[
https://issues.apache.org/jira/browse/HDFS-2955?page=com.atlassian.jira.plugin.system.issuetabpanels:comment-tabpanel&focusedCommentId=13209221#comment-13209221
]
Aaron T. Myers commented on HDFS-2955:
--------------------------------------
bq. What is the behavior by standby, with this patch, if it has completely read
the last segment and is waiting for the new segment to be completed? I believe
in that case it would anyway return zero.
Not quite. With this patch, if the standby NN has never been in the active
state, the metric will always output 18179, probably because of some oddity
with the way metrics output negative values (since curSegmentTxId is initially
set to HdfsConstants.INVALID_TXID, which is -12345.) This is obviously
incorrect. If the standby NN has previously been in the active state, this
metric will always output 2, which is also incorrect.
bq. We will end up reading from in_progress log for automatic failover to
reduce the failover times.
Maybe. I strongly suspect that the time for automatic failover will be greatly
dominated by the time to detect failure of the active and fence it, not the
time it takes to read the most recent edit log segment once we've decided to
fail over, in which case this optimization of reading in-progress edit logs
will provide little benefit.
Regardless, this isn't how it's implemented now.
bq. This would be one less place to change when standby starts reading from
in_progress.
Except that we should write a test that this metric outputs the correct values,
in which case this code might change anyway. We don't yet know how reading
in-progress edit logs will be implemented.
bq. Regarding testing, any HA test will run into it. I have a 100% hit rate on
the actual cluster
Sure, but none of the tests will _fail_ because of this error, will they?
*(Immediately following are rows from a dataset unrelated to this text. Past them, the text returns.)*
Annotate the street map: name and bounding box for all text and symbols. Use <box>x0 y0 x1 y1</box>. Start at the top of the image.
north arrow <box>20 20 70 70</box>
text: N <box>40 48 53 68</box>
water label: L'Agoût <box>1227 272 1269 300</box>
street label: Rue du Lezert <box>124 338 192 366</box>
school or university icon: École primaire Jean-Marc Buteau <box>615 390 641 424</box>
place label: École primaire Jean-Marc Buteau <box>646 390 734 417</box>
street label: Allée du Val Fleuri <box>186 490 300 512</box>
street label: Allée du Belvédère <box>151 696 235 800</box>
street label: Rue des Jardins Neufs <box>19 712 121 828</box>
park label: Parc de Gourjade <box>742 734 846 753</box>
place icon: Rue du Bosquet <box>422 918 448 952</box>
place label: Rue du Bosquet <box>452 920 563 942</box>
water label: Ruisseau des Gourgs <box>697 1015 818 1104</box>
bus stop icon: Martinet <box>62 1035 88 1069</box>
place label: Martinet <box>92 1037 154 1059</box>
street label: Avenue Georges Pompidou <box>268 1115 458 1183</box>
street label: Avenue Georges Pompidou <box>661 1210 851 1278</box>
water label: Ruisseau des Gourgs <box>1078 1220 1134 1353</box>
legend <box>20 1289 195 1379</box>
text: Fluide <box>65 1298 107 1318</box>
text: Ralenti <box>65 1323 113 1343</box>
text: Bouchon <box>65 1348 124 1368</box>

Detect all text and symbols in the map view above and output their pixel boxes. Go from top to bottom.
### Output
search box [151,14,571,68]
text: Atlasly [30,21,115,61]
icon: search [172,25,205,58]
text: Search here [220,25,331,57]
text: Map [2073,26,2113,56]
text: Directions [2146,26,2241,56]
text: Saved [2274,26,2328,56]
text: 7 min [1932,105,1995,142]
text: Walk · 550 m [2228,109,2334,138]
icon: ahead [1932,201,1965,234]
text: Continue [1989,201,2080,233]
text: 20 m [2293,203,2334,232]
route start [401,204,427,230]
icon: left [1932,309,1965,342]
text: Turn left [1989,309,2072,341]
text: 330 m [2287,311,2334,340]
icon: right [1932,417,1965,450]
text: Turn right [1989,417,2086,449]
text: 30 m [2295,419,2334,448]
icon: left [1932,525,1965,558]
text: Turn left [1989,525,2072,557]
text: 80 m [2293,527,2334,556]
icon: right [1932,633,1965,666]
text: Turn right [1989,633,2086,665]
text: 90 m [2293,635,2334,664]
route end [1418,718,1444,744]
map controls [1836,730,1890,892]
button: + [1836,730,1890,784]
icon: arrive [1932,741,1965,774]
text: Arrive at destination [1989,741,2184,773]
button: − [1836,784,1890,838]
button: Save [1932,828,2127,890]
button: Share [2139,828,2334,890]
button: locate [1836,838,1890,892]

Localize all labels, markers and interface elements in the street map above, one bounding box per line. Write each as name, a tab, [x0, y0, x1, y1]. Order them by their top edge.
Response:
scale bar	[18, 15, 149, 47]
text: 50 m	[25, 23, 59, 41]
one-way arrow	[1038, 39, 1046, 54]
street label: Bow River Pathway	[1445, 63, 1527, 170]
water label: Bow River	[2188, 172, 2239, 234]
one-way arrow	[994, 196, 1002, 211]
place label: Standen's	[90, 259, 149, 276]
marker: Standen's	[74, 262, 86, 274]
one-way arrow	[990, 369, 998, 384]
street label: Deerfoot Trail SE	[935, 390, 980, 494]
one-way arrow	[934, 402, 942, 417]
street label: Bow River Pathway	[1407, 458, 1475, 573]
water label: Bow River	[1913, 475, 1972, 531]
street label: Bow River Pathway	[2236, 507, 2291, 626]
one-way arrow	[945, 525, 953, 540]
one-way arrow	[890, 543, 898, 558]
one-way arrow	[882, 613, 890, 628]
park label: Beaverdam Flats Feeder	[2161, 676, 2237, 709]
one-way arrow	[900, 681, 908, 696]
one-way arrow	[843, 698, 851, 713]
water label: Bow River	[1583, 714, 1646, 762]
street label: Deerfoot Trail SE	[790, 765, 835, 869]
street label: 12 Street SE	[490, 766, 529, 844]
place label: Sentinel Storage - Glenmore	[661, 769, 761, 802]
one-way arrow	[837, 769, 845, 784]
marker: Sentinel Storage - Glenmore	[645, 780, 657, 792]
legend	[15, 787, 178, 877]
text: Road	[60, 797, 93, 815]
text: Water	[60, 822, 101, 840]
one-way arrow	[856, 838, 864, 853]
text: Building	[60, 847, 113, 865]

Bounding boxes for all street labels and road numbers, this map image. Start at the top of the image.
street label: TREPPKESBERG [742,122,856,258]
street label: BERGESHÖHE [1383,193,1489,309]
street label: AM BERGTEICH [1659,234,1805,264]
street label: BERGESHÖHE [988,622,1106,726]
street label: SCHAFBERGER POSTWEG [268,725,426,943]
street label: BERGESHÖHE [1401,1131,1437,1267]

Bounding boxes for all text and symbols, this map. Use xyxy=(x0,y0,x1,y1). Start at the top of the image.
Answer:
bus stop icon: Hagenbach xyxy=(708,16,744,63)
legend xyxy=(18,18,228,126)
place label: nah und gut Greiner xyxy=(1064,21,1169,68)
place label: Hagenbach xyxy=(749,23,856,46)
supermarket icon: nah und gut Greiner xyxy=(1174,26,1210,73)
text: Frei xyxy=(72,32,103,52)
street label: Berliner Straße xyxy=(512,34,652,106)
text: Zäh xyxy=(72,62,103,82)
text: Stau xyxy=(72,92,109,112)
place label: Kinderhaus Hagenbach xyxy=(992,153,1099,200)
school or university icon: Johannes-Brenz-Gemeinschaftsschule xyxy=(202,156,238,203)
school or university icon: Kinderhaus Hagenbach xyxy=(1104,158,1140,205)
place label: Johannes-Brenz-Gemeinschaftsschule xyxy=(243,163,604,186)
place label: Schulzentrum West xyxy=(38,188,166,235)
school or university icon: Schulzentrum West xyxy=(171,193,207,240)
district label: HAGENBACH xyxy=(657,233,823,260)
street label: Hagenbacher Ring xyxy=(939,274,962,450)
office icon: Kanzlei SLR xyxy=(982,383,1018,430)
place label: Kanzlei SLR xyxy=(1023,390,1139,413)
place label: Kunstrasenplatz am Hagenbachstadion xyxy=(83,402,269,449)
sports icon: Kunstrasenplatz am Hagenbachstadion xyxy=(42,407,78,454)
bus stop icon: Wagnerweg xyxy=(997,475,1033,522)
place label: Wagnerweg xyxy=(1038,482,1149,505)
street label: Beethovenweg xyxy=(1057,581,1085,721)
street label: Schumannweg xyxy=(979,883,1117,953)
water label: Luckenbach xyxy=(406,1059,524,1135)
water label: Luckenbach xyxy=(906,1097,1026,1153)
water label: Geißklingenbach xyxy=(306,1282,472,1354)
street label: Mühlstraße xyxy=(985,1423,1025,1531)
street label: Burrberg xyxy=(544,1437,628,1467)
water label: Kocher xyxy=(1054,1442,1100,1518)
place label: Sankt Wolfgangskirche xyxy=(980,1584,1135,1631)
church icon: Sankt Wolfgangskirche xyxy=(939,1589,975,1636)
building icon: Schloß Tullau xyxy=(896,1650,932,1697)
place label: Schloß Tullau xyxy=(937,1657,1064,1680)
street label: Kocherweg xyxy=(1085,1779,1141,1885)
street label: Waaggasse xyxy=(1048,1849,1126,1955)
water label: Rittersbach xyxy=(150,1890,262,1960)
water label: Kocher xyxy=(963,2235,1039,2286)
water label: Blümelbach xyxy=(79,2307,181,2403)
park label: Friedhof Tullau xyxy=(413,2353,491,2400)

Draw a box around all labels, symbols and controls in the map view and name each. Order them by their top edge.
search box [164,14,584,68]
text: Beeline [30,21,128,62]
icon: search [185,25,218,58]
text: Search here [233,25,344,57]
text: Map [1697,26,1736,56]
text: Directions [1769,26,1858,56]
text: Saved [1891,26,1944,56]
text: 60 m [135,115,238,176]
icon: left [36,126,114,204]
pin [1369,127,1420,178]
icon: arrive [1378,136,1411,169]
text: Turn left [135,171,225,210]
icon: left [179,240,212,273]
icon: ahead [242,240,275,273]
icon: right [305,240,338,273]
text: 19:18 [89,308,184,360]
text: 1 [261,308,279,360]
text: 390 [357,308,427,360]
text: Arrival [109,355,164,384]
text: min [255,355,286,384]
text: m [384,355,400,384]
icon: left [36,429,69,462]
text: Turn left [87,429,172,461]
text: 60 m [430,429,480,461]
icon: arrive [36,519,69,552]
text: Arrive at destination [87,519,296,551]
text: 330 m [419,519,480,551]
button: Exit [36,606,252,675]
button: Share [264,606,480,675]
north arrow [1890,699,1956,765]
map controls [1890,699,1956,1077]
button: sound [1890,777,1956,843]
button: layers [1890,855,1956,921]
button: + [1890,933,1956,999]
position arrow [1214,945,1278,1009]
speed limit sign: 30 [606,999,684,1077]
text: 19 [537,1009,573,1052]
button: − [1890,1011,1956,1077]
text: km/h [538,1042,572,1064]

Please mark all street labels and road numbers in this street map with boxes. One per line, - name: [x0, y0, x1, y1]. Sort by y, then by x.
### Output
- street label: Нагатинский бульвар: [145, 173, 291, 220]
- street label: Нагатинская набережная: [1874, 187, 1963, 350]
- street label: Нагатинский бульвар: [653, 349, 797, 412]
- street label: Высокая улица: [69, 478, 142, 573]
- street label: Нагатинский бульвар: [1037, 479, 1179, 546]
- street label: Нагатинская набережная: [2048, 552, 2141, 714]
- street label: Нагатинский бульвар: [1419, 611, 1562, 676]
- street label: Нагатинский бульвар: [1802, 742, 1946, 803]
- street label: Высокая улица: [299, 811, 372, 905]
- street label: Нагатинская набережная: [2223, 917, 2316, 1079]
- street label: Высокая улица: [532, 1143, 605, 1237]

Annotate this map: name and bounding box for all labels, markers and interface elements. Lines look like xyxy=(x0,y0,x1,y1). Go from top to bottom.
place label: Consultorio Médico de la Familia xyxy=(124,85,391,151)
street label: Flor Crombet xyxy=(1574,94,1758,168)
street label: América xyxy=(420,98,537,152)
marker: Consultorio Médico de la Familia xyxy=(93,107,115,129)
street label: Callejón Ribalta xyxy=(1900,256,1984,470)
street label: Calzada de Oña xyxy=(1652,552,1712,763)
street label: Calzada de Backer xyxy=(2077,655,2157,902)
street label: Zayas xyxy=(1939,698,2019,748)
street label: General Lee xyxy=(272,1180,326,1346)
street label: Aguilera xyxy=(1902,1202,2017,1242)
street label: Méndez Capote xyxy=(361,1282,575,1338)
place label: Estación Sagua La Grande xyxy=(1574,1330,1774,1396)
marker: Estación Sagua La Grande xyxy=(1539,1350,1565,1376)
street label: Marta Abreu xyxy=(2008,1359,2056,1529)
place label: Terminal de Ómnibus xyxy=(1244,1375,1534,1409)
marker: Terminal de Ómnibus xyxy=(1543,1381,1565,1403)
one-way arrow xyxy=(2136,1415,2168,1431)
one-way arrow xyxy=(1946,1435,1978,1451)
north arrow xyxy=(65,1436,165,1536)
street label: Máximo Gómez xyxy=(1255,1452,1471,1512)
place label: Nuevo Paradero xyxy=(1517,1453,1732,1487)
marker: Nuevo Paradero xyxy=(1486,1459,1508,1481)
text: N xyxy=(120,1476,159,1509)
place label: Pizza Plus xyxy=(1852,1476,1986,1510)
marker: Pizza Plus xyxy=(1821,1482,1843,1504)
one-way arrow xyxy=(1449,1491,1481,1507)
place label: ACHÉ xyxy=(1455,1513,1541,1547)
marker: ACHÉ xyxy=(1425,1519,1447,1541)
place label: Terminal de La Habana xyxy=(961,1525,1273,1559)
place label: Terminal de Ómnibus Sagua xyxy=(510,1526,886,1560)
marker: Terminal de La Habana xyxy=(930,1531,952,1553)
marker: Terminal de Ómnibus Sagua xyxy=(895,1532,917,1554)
You'll see an error in the NN log if you look, but only if. And even if tests
were failing without this patch, there's still no test asserting that the
metric outputs the correct value in the case of the standby NN.
> HA: IllegalStateException during standby startup in getCurSegmentTxId
> ---------------------------------------------------------------------
>
> Key: HDFS-2955
> URL: https://issues.apache.org/jira/browse/HDFS-2955
> Project: Hadoop HDFS
> Issue Type: Sub-task
> Components: ha, name-node
> Affects Versions: HA branch (HDFS-1623)
> Reporter: Hari Mankude
> Assignee: Hari Mankude
> Attachments: HDFS-2955-HDFS-1623.patch, HDFS-2955-HDFS-1623.patch
>
>
> During standby restarts, a new routine getTransactionsSinceLastLogRoll() has
> been introduced for metrics which is calling getCurSegmentTxId().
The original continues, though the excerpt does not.